Find the lines below in which the string "block" occurs. Copy each one.

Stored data
━━━━━━━━━━━━━━━━
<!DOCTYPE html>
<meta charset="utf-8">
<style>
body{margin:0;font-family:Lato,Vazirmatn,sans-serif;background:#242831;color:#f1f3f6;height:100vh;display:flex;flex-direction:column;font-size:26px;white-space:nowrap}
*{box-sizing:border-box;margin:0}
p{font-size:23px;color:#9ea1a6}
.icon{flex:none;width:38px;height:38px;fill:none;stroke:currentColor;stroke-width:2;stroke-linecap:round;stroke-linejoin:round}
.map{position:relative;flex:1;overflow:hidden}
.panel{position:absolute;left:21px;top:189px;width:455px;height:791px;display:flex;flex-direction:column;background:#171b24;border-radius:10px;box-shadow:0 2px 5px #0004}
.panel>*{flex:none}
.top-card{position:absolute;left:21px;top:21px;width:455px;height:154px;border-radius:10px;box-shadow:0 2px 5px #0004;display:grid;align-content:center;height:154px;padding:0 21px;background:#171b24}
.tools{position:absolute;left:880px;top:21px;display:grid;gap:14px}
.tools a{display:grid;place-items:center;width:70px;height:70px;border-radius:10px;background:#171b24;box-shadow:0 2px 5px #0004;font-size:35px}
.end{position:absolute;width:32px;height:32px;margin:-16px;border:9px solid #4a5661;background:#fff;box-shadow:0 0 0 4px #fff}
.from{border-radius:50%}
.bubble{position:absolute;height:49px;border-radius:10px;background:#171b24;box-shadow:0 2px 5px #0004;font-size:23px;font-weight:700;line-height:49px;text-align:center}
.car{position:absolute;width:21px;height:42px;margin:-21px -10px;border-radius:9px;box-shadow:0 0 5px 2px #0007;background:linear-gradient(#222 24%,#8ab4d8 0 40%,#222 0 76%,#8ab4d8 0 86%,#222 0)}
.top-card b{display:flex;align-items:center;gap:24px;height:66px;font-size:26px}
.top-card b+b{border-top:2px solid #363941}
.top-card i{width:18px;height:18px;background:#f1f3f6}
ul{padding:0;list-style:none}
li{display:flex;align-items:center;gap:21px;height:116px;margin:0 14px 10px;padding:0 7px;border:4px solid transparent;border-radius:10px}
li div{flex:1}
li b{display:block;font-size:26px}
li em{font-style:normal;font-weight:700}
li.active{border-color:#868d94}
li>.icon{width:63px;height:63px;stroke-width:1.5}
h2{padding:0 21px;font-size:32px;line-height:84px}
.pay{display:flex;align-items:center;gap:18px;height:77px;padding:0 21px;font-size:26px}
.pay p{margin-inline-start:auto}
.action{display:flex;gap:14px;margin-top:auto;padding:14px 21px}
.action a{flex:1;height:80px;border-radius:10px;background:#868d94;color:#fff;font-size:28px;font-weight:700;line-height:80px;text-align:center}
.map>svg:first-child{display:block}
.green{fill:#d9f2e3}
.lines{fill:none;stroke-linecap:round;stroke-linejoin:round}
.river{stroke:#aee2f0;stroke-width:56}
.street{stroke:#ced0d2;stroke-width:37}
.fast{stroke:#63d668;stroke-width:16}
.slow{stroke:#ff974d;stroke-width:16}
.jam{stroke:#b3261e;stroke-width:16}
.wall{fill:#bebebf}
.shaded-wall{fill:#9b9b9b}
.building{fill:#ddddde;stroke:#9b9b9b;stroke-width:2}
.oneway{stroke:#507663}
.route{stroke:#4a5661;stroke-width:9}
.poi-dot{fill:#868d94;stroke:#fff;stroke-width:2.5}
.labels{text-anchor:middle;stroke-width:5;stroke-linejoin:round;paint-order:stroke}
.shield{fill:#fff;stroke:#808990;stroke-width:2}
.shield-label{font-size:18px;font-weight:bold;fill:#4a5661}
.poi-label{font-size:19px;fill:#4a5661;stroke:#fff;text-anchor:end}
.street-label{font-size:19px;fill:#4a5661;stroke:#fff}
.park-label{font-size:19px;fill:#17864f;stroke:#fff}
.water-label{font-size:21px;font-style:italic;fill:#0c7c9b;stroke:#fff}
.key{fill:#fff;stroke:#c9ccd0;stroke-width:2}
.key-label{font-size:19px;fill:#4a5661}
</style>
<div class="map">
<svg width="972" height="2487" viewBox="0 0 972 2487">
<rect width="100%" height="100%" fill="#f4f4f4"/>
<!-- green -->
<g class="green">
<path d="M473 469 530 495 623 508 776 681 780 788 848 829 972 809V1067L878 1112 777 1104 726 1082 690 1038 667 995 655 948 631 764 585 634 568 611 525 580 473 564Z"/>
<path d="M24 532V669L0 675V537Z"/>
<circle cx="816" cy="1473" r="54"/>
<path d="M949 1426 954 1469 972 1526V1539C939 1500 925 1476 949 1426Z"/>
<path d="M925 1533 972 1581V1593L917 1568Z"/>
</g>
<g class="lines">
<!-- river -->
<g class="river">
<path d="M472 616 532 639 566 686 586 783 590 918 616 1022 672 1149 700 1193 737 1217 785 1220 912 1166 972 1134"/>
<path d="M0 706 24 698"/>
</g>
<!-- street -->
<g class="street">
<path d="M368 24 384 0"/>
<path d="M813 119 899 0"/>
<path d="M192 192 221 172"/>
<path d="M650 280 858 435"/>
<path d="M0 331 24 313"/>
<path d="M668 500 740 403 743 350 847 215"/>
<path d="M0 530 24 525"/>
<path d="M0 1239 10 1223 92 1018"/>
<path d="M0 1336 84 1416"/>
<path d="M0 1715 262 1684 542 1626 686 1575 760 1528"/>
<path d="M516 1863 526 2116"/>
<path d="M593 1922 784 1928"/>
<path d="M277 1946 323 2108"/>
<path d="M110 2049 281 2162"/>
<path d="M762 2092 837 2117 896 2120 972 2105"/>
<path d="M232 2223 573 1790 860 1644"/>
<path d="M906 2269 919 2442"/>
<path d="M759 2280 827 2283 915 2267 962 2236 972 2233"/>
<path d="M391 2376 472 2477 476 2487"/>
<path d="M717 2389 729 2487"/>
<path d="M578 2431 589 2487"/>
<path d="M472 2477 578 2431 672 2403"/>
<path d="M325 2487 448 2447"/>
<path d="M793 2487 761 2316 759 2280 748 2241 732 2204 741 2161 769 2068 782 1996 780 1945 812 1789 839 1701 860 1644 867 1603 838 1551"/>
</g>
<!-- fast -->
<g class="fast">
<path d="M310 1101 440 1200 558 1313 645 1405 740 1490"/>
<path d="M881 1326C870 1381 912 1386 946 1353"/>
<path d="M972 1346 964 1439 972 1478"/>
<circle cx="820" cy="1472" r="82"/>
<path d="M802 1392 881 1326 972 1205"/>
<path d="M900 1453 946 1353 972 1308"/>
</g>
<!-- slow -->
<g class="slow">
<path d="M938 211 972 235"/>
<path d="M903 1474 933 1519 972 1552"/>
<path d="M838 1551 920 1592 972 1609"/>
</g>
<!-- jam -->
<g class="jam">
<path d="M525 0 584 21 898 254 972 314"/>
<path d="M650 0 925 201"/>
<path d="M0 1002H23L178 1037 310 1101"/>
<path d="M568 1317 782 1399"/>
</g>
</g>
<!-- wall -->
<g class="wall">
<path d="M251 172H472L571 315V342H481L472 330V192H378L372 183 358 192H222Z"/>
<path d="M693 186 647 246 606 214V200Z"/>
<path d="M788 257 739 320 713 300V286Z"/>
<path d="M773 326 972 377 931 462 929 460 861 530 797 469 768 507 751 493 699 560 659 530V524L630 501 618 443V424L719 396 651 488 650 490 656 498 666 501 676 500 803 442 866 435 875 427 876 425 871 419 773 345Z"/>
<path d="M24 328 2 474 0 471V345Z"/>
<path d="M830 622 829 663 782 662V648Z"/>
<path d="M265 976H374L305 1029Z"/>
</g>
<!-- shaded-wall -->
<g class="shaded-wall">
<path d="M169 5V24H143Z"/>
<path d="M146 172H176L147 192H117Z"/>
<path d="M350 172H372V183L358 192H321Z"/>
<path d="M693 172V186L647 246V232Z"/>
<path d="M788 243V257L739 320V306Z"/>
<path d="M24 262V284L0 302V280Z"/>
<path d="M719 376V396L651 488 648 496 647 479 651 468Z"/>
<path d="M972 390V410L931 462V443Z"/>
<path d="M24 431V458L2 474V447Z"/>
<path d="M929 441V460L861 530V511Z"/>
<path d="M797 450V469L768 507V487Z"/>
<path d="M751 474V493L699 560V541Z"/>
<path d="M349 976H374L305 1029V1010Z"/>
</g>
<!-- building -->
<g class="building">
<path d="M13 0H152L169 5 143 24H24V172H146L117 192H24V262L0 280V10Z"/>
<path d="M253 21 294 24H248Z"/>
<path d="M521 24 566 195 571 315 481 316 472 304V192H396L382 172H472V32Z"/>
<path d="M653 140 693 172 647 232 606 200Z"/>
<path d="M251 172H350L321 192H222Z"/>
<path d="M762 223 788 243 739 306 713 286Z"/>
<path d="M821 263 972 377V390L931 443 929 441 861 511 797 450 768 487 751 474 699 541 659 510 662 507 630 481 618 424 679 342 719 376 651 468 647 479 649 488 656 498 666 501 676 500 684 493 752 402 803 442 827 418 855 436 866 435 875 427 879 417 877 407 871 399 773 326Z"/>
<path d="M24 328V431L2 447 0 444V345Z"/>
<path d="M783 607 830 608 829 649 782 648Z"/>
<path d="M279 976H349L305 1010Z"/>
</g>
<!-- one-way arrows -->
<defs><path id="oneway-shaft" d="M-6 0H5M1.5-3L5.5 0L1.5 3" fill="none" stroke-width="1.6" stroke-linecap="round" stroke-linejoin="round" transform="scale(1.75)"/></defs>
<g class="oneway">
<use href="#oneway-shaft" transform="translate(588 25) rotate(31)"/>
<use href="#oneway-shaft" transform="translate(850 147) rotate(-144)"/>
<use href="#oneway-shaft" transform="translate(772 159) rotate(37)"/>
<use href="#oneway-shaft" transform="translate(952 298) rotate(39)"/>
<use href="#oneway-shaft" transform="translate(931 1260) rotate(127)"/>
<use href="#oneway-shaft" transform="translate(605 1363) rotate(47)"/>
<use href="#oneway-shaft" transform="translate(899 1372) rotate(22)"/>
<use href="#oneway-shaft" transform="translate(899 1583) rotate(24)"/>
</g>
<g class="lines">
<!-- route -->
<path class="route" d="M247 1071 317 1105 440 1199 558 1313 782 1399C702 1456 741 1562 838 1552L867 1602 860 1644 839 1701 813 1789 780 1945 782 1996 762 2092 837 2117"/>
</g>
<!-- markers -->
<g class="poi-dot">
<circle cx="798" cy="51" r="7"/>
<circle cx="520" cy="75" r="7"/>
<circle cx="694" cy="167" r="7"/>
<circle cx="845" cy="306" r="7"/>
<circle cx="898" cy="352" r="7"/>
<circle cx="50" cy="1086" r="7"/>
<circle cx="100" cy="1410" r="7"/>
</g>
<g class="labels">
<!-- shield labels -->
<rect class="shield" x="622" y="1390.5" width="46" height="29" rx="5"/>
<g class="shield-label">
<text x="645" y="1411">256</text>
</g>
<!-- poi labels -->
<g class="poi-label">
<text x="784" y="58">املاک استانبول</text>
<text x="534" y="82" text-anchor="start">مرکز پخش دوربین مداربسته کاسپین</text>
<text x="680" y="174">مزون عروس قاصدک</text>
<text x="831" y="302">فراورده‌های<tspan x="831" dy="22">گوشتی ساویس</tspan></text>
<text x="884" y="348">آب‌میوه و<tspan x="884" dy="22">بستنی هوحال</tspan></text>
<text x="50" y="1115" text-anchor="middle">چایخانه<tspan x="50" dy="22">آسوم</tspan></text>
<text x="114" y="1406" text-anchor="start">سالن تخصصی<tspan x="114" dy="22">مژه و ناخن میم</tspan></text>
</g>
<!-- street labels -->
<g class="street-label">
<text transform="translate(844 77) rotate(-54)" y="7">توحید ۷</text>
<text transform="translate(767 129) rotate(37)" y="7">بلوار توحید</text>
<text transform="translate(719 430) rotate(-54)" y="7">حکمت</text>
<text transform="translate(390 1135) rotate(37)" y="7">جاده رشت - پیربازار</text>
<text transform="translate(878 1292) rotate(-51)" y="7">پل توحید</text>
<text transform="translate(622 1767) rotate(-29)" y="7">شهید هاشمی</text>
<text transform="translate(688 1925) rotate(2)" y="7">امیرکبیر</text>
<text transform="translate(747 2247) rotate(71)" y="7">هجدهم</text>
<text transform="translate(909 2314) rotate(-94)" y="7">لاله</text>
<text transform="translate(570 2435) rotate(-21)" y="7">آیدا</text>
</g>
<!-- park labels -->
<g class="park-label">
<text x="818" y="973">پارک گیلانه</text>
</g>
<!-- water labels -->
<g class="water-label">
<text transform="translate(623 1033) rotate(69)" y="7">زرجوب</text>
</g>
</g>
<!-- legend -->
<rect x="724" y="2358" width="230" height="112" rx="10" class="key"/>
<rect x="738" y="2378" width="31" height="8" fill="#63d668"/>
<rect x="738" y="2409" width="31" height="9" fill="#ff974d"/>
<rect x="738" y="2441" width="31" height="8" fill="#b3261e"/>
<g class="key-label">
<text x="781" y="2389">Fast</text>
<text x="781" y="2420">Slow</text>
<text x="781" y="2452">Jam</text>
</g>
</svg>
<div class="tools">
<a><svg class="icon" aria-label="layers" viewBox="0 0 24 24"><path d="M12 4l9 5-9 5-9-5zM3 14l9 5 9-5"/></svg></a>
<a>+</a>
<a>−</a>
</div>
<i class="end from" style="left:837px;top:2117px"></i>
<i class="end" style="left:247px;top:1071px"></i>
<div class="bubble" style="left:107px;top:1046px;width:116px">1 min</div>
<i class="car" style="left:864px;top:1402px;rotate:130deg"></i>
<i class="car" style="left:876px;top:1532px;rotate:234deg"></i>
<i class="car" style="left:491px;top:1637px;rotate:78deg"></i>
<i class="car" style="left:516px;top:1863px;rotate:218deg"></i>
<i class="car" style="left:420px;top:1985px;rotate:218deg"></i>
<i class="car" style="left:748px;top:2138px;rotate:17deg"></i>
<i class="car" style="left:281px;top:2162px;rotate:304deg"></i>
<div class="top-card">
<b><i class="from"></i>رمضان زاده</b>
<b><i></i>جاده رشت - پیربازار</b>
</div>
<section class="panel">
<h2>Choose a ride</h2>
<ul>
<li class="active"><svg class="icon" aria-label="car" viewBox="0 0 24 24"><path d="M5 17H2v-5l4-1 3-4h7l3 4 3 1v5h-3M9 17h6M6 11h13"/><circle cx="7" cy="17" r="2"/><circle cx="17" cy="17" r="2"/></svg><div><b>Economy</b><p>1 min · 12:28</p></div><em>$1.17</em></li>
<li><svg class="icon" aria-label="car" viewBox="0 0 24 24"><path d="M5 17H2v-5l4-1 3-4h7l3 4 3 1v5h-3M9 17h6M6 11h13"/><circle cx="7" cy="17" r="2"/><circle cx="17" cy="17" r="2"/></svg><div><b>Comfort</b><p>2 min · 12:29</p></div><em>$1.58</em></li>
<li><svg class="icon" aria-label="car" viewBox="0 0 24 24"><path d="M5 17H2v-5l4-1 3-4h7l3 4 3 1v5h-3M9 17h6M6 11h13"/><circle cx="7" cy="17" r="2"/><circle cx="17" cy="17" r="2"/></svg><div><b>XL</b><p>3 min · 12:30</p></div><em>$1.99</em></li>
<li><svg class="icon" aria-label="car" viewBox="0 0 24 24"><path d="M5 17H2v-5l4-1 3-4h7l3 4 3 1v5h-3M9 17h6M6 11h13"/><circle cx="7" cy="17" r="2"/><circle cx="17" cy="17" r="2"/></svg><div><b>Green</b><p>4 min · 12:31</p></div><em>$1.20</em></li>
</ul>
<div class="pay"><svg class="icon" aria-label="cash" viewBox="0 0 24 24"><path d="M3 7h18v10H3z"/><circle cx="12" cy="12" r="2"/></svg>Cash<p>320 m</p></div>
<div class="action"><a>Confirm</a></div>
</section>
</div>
━━━━━━━━━━━━━━━━
The completed task
li b{display:block;font-size:26px}
.map>svg:first-child{display:block}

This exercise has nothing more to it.